--- ABOUT THIS TASK ---
Could you repeat every line below exactly, skipping the images?

--- SOURCE DATA ---
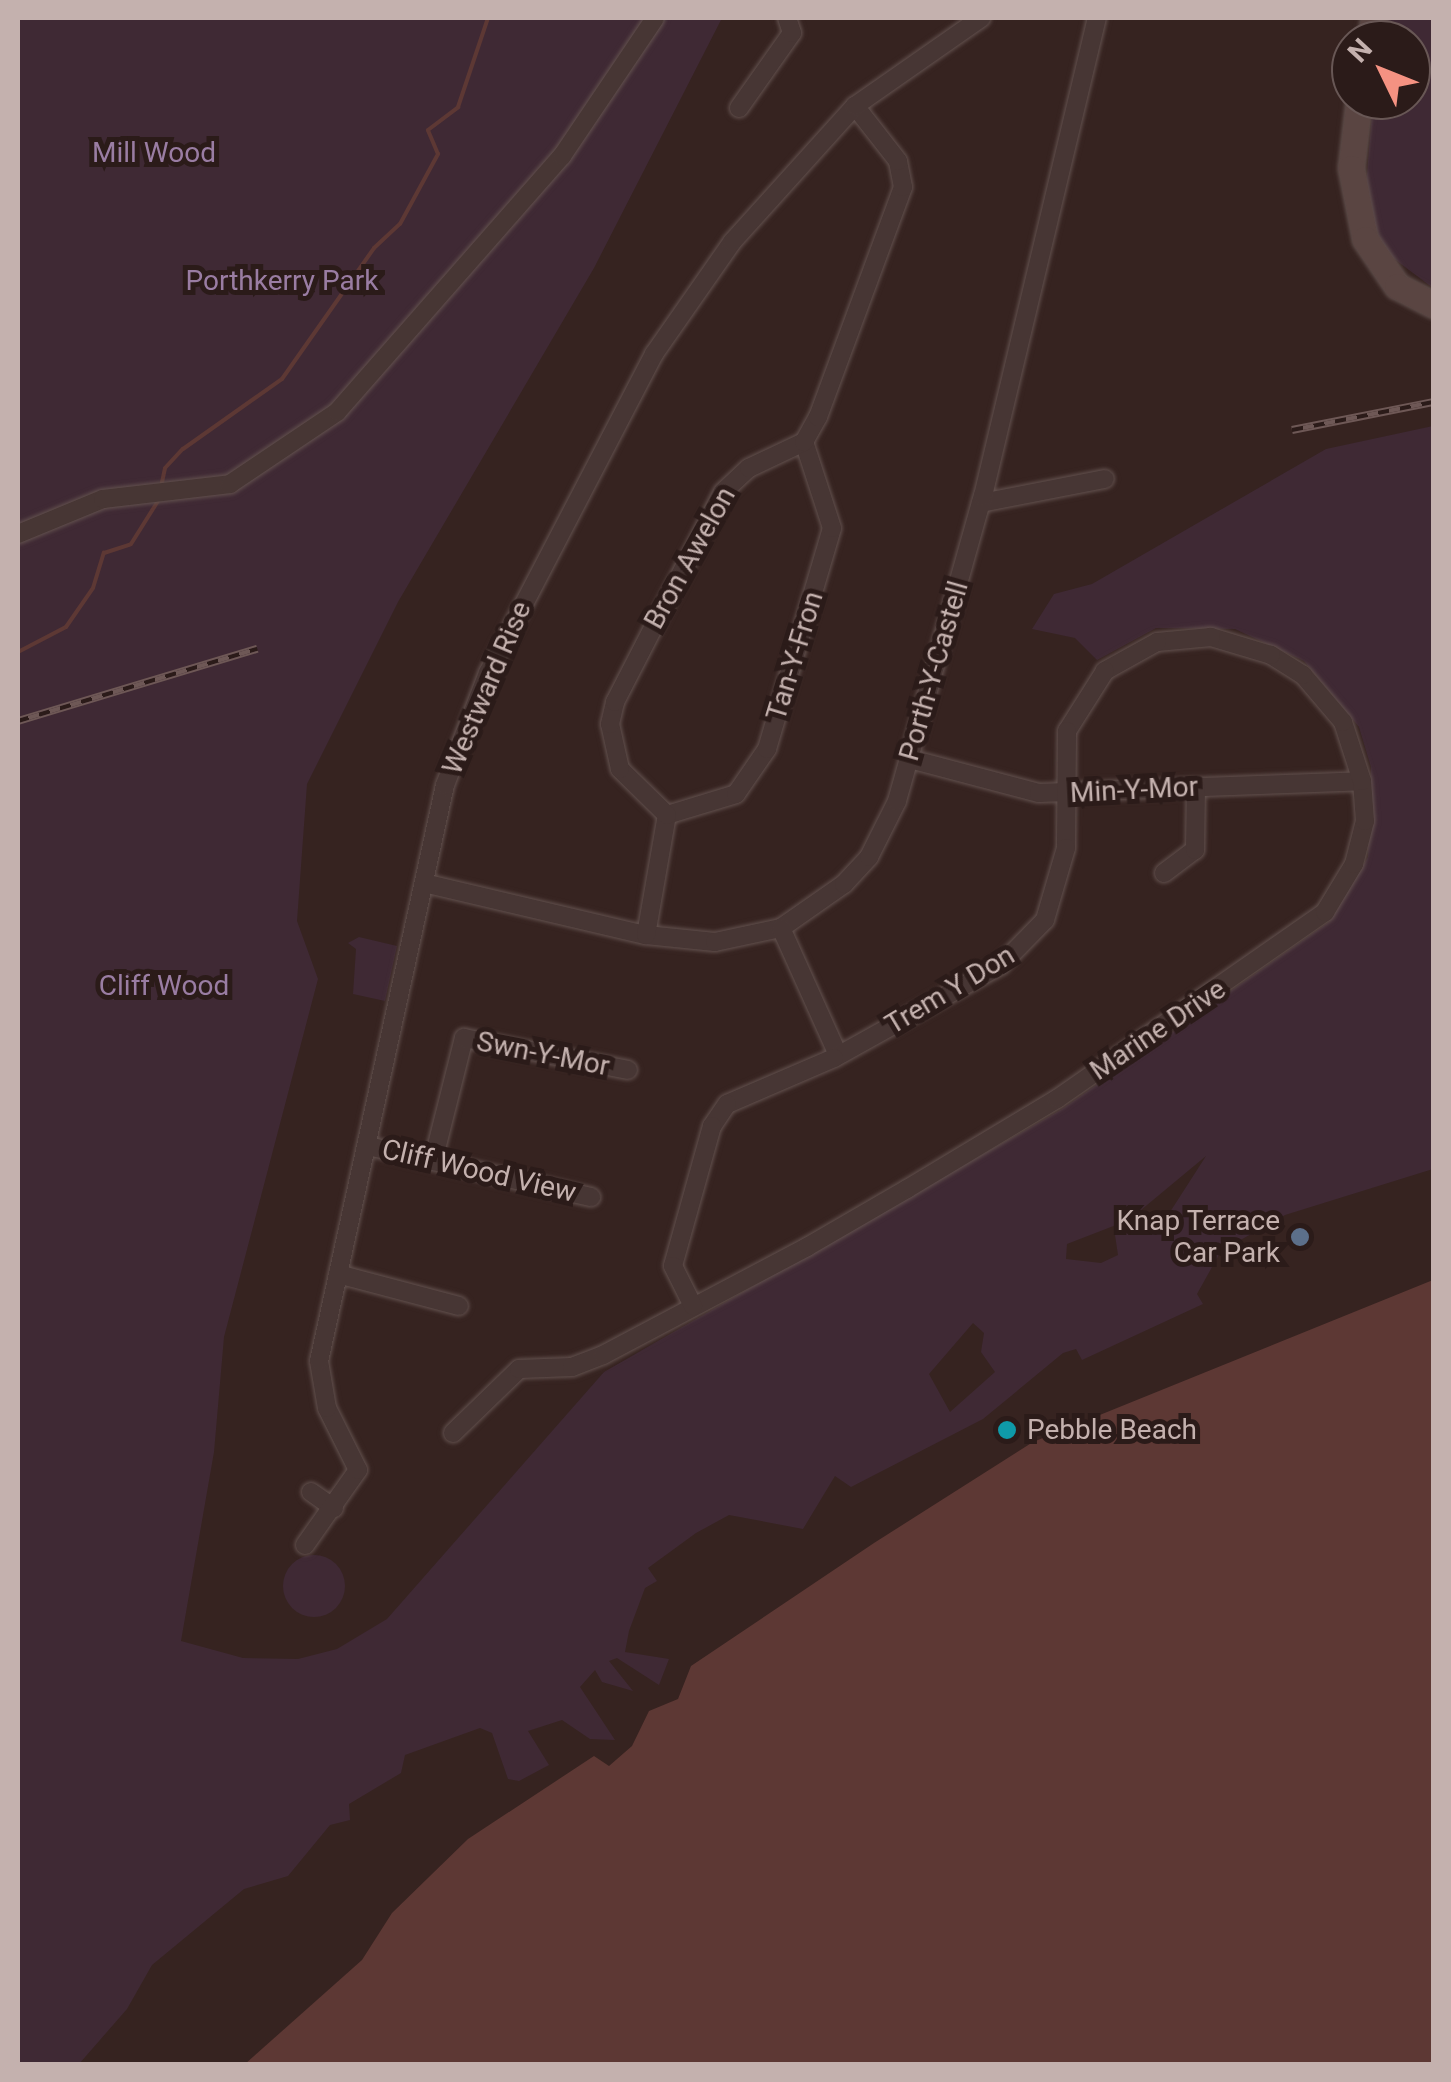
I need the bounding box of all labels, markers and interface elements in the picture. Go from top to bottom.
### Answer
north arrow [1331,20,1431,120]
text: N [1341,32,1379,69]
park label: Mill Wood [92,136,216,170]
park label: Porthkerry Park [186,264,378,298]
street label: Bron Awelon [637,481,743,635]
street label: Porth-Y-Castell [892,577,976,765]
street label: Tan-Y-Fron [759,587,831,725]
street label: Westward Rise [435,597,539,779]
street label: Min-Y-Mor [1069,770,1199,810]
street label: Trem Y Don [879,938,1021,1042]
park label: Cliff Wood [99,969,229,1003]
street label: Marine Drive [1084,972,1232,1088]
street label: Swn-Y-Mor [474,1025,612,1083]
street label: Cliff Wood View [379,1132,579,1210]
place label: Knap Terrace Car Park [1116,1204,1280,1270]
marker: Knap Terrace Car Park [1289,1226,1311,1248]
place label: Pebble Beach [1027,1413,1197,1447]
marker: Pebble Beach [996,1419,1018,1441]

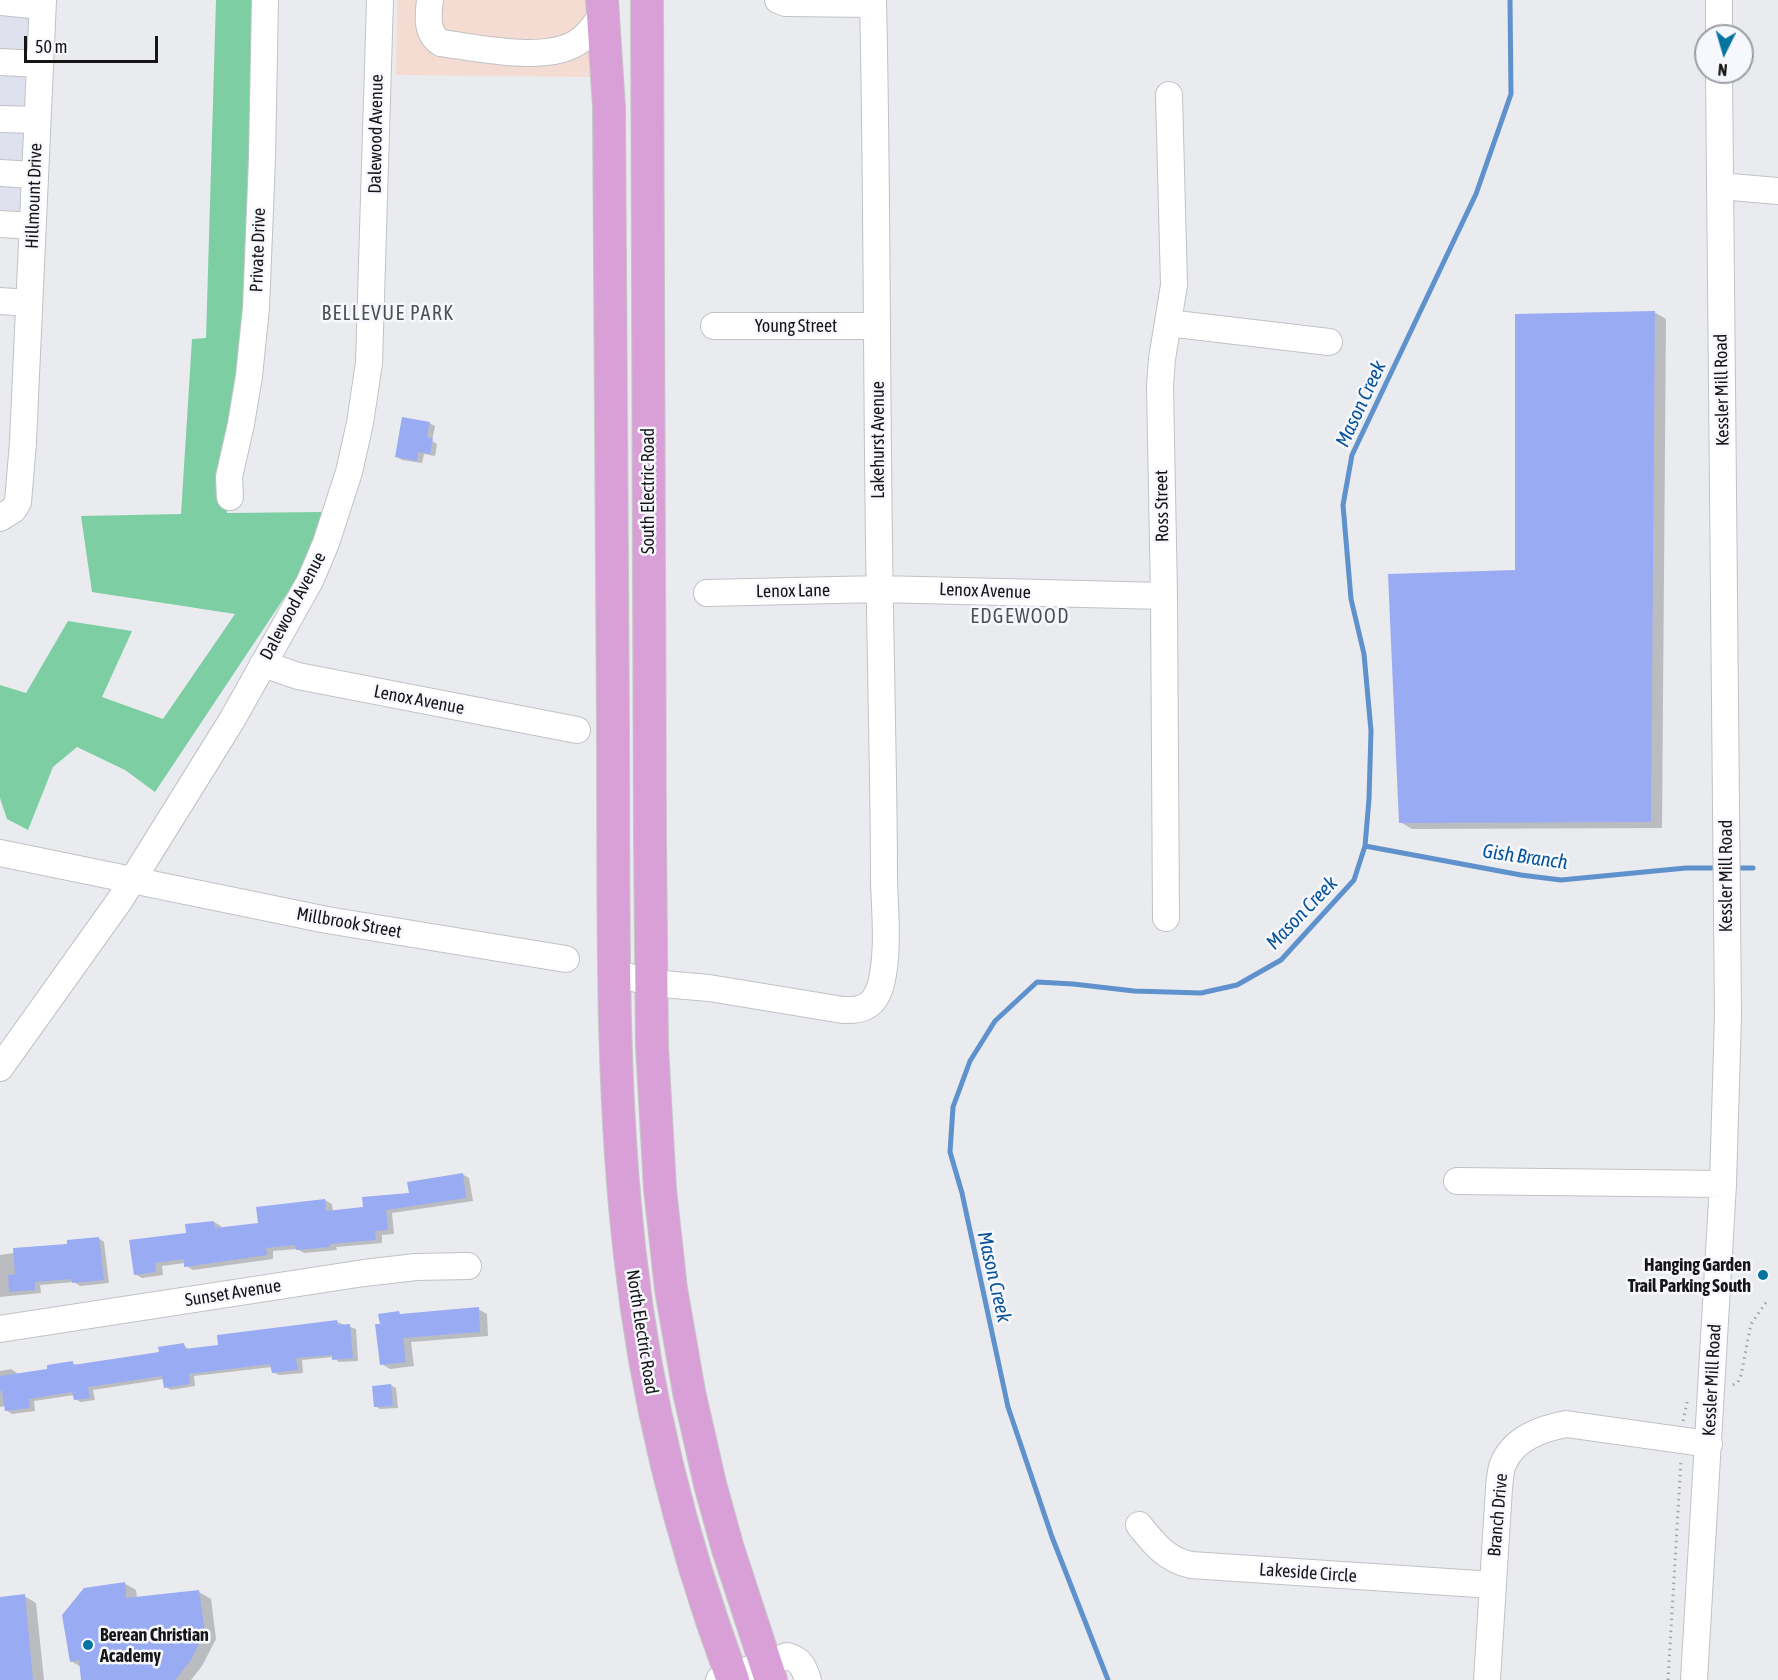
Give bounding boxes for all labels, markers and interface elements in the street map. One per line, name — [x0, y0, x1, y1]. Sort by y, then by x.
scale bar — [27, 24, 160, 62]
north arrow — [1694, 24, 1754, 84]
text: 50 m — [35, 36, 67, 57]
text: N — [1717, 61, 1728, 79]
street label: Dalewood Avenue — [364, 74, 388, 194]
street label: Hillmount Drive — [21, 143, 47, 249]
street label: Private Drive — [246, 207, 270, 293]
district label: BELLEVUE PARK — [322, 302, 454, 326]
street label: Young Street — [755, 315, 837, 337]
street label: Kessler Mill Road — [1710, 334, 1734, 446]
water label: Mason Creek — [1331, 357, 1391, 451]
street label: Lakehurst Avenue — [867, 381, 889, 499]
street label: South Electric Road — [637, 428, 659, 554]
street label: Ross Street — [1151, 470, 1173, 542]
street label: Dalewood Avenue — [255, 548, 331, 664]
street label: Lenox Avenue — [939, 579, 1031, 603]
street label: Lenox Lane — [756, 580, 830, 602]
district label: EDGEWOOD — [970, 605, 1070, 629]
street label: Lenox Avenue — [372, 681, 466, 719]
street label: Kessler Mill Road — [1715, 820, 1737, 932]
water label: Gish Branch — [1481, 839, 1569, 875]
water label: Mason Creek — [1261, 871, 1343, 955]
street label: Millbrook Street — [295, 903, 403, 943]
water label: Mason Creek — [972, 1229, 1016, 1325]
place label: Hanging Garden Trail Parking South — [1628, 1254, 1751, 1296]
street label: North Electric Road — [622, 1268, 662, 1396]
marker: Hanging Garden Trail Parking South — [1756, 1268, 1770, 1282]
street label: Sunset Avenue — [183, 1275, 283, 1311]
street label: Kessler Mill Road — [1698, 1323, 1726, 1437]
street label: Branch Drive — [1484, 1473, 1512, 1557]
street label: Lakeside Circle — [1259, 1559, 1357, 1587]
place label: Berean Christian Academy — [100, 1624, 209, 1666]
marker: Berean Christian Academy — [81, 1638, 95, 1652]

--- WORKED SOLUTION ---
I need the bounding box of all labels, markers and interface elements in the picture. Go from top to bottom.
### Answer
north arrow [1331,20,1431,120]
text: N [1341,32,1379,69]
park label: Mill Wood [92,136,216,170]
park label: Porthkerry Park [186,264,378,298]
street label: Bron Awelon [637,481,743,635]
street label: Porth-Y-Castell [892,577,976,765]
street label: Tan-Y-Fron [759,587,831,725]
street label: Westward Rise [435,597,539,779]
street label: Min-Y-Mor [1069,770,1199,810]
street label: Trem Y Don [879,938,1021,1042]
park label: Cliff Wood [99,969,229,1003]
street label: Marine Drive [1084,972,1232,1088]
street label: Swn-Y-Mor [474,1025,612,1083]
street label: Cliff Wood View [379,1132,579,1210]
place label: Knap Terrace Car Park [1116,1204,1280,1270]
marker: Knap Terrace Car Park [1289,1226,1311,1248]
place label: Pebble Beach [1027,1413,1197,1447]
marker: Pebble Beach [996,1419,1018,1441]

Give bounding boxes for all labels, markers and interface elements in the street map. One per line, name — [x0, y0, x1, y1]. Sort by y, then by x.
scale bar — [27, 24, 160, 62]
north arrow — [1694, 24, 1754, 84]
text: 50 m — [35, 36, 67, 57]
text: N — [1717, 61, 1728, 79]
street label: Dalewood Avenue — [364, 74, 388, 194]
street label: Hillmount Drive — [21, 143, 47, 249]
street label: Private Drive — [246, 207, 270, 293]
district label: BELLEVUE PARK — [322, 302, 454, 326]
street label: Young Street — [755, 315, 837, 337]
street label: Kessler Mill Road — [1710, 334, 1734, 446]
water label: Mason Creek — [1331, 357, 1391, 451]
street label: Lakehurst Avenue — [867, 381, 889, 499]
street label: South Electric Road — [637, 428, 659, 554]
street label: Ross Street — [1151, 470, 1173, 542]
street label: Dalewood Avenue — [255, 548, 331, 664]
street label: Lenox Avenue — [939, 579, 1031, 603]
street label: Lenox Lane — [756, 580, 830, 602]
district label: EDGEWOOD — [970, 605, 1070, 629]
street label: Lenox Avenue — [372, 681, 466, 719]
street label: Kessler Mill Road — [1715, 820, 1737, 932]
water label: Gish Branch — [1481, 839, 1569, 875]
water label: Mason Creek — [1261, 871, 1343, 955]
street label: Millbrook Street — [295, 903, 403, 943]
water label: Mason Creek — [972, 1229, 1016, 1325]
place label: Hanging Garden Trail Parking South — [1628, 1254, 1751, 1296]
street label: North Electric Road — [622, 1268, 662, 1396]
marker: Hanging Garden Trail Parking South — [1756, 1268, 1770, 1282]
street label: Sunset Avenue — [183, 1275, 283, 1311]
street label: Kessler Mill Road — [1698, 1323, 1726, 1437]
street label: Branch Drive — [1484, 1473, 1512, 1557]
street label: Lakeside Circle — [1259, 1559, 1357, 1587]
place label: Berean Christian Academy — [100, 1624, 209, 1666]
marker: Berean Christian Academy — [81, 1638, 95, 1652]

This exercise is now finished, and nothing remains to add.